Your job is to copy the data that follows exactly, every line included.

(Data extract begins)

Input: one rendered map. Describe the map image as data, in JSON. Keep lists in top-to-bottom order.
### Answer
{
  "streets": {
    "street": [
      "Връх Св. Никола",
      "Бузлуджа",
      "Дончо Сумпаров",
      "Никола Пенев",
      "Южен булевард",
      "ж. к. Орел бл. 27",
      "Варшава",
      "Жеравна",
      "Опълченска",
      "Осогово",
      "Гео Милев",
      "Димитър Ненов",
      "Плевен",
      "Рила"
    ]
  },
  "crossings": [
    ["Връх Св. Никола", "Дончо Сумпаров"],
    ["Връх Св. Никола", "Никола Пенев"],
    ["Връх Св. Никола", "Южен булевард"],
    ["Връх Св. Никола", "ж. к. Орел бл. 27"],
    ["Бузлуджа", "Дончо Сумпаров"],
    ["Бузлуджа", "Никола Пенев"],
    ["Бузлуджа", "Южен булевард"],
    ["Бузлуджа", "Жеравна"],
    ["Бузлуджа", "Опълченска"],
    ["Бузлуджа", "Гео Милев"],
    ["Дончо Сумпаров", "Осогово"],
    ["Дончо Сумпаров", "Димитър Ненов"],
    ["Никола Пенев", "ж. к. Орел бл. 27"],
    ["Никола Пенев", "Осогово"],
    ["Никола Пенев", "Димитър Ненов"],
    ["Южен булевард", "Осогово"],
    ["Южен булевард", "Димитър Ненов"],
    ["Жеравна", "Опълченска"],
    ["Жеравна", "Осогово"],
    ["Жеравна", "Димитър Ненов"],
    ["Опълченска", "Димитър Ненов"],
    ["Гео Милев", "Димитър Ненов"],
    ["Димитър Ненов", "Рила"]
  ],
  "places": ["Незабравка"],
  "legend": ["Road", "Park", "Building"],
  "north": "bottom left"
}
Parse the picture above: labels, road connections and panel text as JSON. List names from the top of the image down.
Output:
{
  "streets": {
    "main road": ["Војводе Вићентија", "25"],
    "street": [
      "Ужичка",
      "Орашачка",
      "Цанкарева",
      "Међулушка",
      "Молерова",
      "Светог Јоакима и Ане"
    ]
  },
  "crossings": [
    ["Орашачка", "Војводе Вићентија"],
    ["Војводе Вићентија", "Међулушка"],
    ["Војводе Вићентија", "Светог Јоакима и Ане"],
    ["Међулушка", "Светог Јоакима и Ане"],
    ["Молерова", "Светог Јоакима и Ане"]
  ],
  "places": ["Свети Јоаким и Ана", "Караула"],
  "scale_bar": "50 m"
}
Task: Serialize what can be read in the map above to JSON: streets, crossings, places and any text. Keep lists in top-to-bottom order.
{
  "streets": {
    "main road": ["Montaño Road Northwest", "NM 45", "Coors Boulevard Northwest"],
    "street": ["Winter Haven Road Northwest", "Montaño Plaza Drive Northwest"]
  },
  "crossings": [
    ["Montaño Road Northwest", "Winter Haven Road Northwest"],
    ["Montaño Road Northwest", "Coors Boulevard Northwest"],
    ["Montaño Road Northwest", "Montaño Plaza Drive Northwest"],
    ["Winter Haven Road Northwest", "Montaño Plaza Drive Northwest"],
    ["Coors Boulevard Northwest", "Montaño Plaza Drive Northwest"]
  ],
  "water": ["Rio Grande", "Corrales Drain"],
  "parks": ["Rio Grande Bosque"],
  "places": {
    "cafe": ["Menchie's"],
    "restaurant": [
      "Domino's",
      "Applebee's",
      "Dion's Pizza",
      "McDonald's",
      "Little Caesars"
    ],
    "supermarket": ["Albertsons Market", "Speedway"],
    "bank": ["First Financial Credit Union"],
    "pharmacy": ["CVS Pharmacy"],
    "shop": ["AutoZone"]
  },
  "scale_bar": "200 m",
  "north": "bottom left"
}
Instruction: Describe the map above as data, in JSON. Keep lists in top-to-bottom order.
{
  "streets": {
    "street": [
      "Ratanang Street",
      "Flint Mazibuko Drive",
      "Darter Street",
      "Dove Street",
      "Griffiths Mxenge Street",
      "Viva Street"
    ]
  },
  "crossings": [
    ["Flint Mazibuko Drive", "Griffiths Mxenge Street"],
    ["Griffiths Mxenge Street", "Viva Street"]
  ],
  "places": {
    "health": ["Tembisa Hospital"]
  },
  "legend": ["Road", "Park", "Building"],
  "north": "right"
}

(Data extract ends)

Task solution ->
Input: one rendered map. Describe the map image as data, in JSON. Keep lists in top-to-bottom order.
### Answer
{
  "streets": {
    "street": [
      "Връх Св. Никола",
      "Бузлуджа",
      "Дончо Сумпаров",
      "Никола Пенев",
      "Южен булевард",
      "ж. к. Орел бл. 27",
      "Варшава",
      "Жеравна",
      "Опълченска",
      "Осогово",
      "Гео Милев",
      "Димитър Ненов",
      "Плевен",
      "Рила"
    ]
  },
  "crossings": [
    ["Връх Св. Никола", "Дончо Сумпаров"],
    ["Връх Св. Никола", "Никола Пенев"],
    ["Връх Св. Никола", "Южен булевард"],
    ["Връх Св. Никола", "ж. к. Орел бл. 27"],
    ["Бузлуджа", "Дончо Сумпаров"],
    ["Бузлуджа", "Никола Пенев"],
    ["Бузлуджа", "Южен булевард"],
    ["Бузлуджа", "Жеравна"],
    ["Бузлуджа", "Опълченска"],
    ["Бузлуджа", "Гео Милев"],
    ["Дончо Сумпаров", "Осогово"],
    ["Дончо Сумпаров", "Димитър Ненов"],
    ["Никола Пенев", "ж. к. Орел бл. 27"],
    ["Никола Пенев", "Осогово"],
    ["Никола Пенев", "Димитър Ненов"],
    ["Южен булевард", "Осогово"],
    ["Южен булевард", "Димитър Ненов"],
    ["Жеравна", "Опълченска"],
    ["Жеравна", "Осогово"],
    ["Жеравна", "Димитър Ненов"],
    ["Опълченска", "Димитър Ненов"],
    ["Гео Милев", "Димитър Ненов"],
    ["Димитър Ненов", "Рила"]
  ],
  "places": ["Незабравка"],
  "legend": ["Road", "Park", "Building"],
  "north": "bottom left"
}
Parse the picture above: labels, road connections and panel text as JSON. List names from the top of the image down.
Output:
{
  "streets": {
    "main road": ["Војводе Вићентија", "25"],
    "street": [
      "Ужичка",
      "Орашачка",
      "Цанкарева",
      "Међулушка",
      "Молерова",
      "Светог Јоакима и Ане"
    ]
  },
  "crossings": [
    ["Орашачка", "Војводе Вићентија"],
    ["Војводе Вићентија", "Међулушка"],
    ["Војводе Вићентија", "Светог Јоакима и Ане"],
    ["Међулушка", "Светог Јоакима и Ане"],
    ["Молерова", "Светог Јоакима и Ане"]
  ],
  "places": ["Свети Јоаким и Ана", "Караула"],
  "scale_bar": "50 m"
}
Task: Serialize what can be read in the map above to JSON: streets, crossings, places and any text. Keep lists in top-to-bottom order.
{
  "streets": {
    "main road": ["Montaño Road Northwest", "NM 45", "Coors Boulevard Northwest"],
    "street": ["Winter Haven Road Northwest", "Montaño Plaza Drive Northwest"]
  },
  "crossings": [
    ["Montaño Road Northwest", "Winter Haven Road Northwest"],
    ["Montaño Road Northwest", "Coors Boulevard Northwest"],
    ["Montaño Road Northwest", "Montaño Plaza Drive Northwest"],
    ["Winter Haven Road Northwest", "Montaño Plaza Drive Northwest"],
    ["Coors Boulevard Northwest", "Montaño Plaza Drive Northwest"]
  ],
  "water": ["Rio Grande", "Corrales Drain"],
  "parks": ["Rio Grande Bosque"],
  "places": {
    "cafe": ["Menchie's"],
    "restaurant": [
      "Domino's",
      "Applebee's",
      "Dion's Pizza",
      "McDonald's",
      "Little Caesars"
    ],
    "supermarket": ["Albertsons Market", "Speedway"],
    "bank": ["First Financial Credit Union"],
    "pharmacy": ["CVS Pharmacy"],
    "shop": ["AutoZone"]
  },
  "scale_bar": "200 m",
  "north": "bottom left"
}
Instruction: Describe the map above as data, in JSON. Keep lists in top-to-bottom order.
{
  "streets": {
    "street": [
      "Ratanang Street",
      "Flint Mazibuko Drive",
      "Darter Street",
      "Dove Street",
      "Griffiths Mxenge Street",
      "Viva Street"
    ]
  },
  "crossings": [
    ["Flint Mazibuko Drive", "Griffiths Mxenge Street"],
    ["Griffiths Mxenge Street", "Viva Street"]
  ],
  "places": {
    "health": ["Tembisa Hospital"]
  },
  "legend": ["Road", "Park", "Building"],
  "north": "right"
}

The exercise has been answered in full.